— Action item —
Every line of the data below that holds the string "body" needs to be reported.

### Data records ###

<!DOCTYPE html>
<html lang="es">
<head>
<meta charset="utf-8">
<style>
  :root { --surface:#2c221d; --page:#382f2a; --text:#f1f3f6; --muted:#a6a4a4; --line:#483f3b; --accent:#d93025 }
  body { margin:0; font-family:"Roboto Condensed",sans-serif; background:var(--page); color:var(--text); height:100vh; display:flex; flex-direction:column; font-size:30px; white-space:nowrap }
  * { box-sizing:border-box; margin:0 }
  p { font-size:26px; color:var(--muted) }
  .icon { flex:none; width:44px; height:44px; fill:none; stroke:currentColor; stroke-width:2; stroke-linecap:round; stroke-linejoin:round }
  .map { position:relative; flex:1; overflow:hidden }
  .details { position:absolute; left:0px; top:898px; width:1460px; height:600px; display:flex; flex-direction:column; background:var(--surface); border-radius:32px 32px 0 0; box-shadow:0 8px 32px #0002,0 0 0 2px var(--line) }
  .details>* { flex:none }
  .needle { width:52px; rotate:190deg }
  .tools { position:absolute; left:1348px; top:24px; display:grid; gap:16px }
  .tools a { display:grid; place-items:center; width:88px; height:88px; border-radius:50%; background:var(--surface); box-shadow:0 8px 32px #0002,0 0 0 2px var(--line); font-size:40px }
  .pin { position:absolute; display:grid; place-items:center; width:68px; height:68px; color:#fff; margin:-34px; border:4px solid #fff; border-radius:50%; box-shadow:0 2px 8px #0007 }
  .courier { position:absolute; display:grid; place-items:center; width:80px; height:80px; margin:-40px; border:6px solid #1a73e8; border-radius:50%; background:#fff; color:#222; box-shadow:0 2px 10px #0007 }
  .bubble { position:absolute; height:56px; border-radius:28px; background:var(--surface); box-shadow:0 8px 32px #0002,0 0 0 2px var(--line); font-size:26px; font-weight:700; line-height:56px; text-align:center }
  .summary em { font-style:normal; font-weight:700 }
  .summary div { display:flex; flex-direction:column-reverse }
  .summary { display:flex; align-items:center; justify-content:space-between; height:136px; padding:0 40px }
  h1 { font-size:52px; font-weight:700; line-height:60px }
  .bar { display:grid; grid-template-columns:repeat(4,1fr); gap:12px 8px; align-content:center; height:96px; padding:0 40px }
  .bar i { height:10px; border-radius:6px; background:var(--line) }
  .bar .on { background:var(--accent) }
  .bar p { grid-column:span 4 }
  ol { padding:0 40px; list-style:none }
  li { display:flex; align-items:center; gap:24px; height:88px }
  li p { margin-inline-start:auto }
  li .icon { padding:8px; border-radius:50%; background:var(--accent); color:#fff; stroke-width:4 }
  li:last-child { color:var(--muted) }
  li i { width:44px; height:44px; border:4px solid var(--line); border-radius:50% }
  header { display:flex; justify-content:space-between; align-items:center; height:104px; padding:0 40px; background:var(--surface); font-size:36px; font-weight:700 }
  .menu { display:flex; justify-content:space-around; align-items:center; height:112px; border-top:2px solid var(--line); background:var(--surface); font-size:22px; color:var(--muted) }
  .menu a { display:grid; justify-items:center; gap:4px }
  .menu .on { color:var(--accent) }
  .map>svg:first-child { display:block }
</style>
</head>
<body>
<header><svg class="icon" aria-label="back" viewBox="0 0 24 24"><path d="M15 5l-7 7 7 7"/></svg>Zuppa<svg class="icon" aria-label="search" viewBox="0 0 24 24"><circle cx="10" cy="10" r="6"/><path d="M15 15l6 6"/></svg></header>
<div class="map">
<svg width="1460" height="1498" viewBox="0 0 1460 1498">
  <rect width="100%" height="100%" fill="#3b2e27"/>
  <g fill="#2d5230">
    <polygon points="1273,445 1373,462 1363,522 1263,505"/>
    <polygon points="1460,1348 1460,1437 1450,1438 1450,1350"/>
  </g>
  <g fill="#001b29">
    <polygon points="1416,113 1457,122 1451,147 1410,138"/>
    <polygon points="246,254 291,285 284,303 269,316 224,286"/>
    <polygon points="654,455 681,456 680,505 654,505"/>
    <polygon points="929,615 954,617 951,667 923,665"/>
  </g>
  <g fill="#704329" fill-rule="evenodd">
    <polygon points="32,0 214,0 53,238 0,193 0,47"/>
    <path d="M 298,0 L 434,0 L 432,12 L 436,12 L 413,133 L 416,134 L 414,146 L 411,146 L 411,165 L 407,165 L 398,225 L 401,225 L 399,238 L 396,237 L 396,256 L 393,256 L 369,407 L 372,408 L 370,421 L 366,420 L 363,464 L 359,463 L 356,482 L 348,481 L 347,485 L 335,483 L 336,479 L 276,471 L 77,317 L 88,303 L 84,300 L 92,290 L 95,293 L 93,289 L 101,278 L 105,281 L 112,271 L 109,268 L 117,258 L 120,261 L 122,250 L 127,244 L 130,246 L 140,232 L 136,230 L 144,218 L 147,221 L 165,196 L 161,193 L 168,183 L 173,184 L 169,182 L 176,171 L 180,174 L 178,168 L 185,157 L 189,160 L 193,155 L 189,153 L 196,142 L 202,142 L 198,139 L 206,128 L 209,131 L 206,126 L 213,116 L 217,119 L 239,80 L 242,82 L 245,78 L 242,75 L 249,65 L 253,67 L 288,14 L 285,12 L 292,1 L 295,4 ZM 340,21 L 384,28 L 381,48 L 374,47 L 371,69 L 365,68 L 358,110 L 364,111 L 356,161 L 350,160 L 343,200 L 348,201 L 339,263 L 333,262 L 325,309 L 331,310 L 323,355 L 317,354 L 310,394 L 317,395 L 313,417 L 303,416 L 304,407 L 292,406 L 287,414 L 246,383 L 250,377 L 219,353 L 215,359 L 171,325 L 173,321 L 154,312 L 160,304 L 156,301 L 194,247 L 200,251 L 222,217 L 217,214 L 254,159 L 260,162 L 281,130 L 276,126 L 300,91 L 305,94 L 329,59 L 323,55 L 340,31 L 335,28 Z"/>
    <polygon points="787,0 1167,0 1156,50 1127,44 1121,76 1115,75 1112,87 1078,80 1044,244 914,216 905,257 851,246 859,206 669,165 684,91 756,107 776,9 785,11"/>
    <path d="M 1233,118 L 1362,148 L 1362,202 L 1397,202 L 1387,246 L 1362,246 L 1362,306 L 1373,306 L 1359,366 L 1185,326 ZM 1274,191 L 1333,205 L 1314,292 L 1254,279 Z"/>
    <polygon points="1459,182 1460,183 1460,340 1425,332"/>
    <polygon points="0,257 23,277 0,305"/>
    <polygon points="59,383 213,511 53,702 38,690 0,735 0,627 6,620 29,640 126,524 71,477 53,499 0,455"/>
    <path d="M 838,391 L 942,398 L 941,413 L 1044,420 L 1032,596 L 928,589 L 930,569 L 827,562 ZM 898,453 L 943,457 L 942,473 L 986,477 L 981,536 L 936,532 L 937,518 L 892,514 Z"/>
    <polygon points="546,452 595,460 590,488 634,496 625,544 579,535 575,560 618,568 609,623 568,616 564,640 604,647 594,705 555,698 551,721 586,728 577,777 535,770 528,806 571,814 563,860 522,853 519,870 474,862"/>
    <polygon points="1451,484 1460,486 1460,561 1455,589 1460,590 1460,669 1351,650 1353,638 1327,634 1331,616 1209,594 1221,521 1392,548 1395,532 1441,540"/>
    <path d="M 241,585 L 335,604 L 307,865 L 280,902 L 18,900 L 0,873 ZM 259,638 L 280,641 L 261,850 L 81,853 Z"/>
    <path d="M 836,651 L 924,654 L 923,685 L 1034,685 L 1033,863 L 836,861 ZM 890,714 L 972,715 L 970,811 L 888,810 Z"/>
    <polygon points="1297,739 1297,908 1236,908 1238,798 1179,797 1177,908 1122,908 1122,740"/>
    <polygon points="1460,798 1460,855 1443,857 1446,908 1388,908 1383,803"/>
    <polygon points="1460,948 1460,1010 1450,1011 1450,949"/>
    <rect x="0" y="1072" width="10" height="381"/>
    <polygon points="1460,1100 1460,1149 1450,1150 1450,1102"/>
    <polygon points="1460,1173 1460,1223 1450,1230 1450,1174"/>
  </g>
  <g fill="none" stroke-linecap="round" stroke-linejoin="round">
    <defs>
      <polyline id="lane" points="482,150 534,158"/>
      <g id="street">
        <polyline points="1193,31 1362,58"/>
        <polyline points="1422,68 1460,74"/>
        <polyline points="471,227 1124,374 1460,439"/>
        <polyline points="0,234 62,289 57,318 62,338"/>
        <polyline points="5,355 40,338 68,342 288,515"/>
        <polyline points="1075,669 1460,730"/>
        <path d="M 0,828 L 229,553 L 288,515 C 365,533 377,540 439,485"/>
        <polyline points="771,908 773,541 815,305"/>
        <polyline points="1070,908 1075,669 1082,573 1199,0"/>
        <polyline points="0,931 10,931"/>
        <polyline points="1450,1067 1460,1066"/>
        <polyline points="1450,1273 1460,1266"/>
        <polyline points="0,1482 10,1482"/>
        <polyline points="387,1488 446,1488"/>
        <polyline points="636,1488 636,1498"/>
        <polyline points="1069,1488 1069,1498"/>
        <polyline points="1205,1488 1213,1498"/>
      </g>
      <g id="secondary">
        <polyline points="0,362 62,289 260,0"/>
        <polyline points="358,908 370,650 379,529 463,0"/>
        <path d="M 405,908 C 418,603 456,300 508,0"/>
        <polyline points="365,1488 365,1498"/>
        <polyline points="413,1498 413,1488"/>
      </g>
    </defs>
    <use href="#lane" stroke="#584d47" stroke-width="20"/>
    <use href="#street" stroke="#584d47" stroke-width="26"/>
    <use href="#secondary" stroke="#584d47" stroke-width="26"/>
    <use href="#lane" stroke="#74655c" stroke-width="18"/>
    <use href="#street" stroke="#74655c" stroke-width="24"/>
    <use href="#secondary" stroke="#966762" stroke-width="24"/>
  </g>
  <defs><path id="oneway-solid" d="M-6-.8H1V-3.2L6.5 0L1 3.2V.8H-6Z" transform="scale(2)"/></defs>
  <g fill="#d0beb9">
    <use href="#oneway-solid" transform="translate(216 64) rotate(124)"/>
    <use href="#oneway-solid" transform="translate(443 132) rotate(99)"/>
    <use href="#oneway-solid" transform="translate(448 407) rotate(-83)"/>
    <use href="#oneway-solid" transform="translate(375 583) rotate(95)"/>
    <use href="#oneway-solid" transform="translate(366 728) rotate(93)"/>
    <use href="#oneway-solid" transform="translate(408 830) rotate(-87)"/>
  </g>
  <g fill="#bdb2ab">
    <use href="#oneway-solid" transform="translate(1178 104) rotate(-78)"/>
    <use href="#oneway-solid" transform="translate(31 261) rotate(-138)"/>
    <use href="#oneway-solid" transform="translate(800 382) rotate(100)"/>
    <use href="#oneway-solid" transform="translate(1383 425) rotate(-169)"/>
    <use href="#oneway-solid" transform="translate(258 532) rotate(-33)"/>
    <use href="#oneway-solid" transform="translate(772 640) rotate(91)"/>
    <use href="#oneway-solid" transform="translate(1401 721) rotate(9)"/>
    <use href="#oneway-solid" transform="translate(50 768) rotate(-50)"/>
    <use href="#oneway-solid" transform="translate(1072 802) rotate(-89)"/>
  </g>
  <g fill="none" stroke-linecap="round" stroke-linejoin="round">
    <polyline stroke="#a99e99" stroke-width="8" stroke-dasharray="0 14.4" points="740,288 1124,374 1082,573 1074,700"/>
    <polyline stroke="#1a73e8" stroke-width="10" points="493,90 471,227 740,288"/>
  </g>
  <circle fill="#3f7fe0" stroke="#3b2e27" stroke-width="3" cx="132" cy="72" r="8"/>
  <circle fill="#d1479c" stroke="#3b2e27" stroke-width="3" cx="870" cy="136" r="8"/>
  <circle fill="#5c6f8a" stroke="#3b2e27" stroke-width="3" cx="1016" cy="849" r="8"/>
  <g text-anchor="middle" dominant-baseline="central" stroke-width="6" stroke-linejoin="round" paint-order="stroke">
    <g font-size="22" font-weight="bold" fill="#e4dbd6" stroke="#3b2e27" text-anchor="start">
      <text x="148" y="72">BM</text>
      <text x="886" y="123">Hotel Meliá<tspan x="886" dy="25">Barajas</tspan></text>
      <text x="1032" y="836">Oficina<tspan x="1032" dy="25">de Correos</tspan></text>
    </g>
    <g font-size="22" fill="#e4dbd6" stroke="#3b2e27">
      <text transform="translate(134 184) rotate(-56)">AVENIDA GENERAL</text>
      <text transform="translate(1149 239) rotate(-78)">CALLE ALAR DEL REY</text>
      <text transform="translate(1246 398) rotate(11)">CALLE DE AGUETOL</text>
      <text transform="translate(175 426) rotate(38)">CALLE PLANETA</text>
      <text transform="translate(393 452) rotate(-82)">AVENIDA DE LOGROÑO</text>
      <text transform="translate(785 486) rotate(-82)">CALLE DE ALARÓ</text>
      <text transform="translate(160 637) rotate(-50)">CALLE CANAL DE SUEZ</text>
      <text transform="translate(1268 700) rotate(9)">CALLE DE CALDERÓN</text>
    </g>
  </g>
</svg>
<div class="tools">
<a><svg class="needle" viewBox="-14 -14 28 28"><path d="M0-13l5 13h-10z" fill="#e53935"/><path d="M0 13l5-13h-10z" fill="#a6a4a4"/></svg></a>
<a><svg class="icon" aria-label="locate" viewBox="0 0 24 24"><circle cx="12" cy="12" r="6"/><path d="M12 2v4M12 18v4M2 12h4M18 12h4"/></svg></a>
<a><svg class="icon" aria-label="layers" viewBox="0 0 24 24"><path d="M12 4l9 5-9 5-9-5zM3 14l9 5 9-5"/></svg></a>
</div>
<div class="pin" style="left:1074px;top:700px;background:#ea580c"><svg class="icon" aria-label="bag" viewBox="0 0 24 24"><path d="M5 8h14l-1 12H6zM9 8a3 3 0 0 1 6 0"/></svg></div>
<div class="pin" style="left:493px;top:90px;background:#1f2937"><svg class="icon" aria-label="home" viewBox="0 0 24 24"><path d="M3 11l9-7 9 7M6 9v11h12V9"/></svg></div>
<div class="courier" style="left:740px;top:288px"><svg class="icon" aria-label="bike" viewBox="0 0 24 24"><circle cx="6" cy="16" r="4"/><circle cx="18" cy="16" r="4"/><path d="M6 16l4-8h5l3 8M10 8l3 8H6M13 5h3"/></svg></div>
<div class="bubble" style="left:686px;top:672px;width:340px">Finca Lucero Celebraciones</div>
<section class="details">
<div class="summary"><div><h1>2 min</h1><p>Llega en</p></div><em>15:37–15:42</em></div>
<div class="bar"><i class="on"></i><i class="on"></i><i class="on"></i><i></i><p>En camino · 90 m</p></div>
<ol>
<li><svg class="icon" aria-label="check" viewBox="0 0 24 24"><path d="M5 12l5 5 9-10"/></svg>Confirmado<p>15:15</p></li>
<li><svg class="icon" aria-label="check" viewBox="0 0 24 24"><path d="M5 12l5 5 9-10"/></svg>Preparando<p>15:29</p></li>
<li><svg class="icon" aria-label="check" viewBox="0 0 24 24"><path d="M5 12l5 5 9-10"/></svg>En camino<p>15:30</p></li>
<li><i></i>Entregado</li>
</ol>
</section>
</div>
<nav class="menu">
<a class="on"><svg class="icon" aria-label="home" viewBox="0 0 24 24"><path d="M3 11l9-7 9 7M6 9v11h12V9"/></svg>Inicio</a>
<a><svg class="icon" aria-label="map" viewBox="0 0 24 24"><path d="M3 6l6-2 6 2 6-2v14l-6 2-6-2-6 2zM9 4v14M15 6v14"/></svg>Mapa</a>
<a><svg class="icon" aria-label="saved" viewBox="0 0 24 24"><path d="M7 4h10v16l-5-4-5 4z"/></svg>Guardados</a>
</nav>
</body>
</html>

###

— Your response —
  body { margin:0; font-family:"Roboto Condensed",sans-serif; background:var(--page); color:var(--text); height:100vh; display:flex; flex-direction:column; font-size:30px; white-space:nowrap }
<body>
</body>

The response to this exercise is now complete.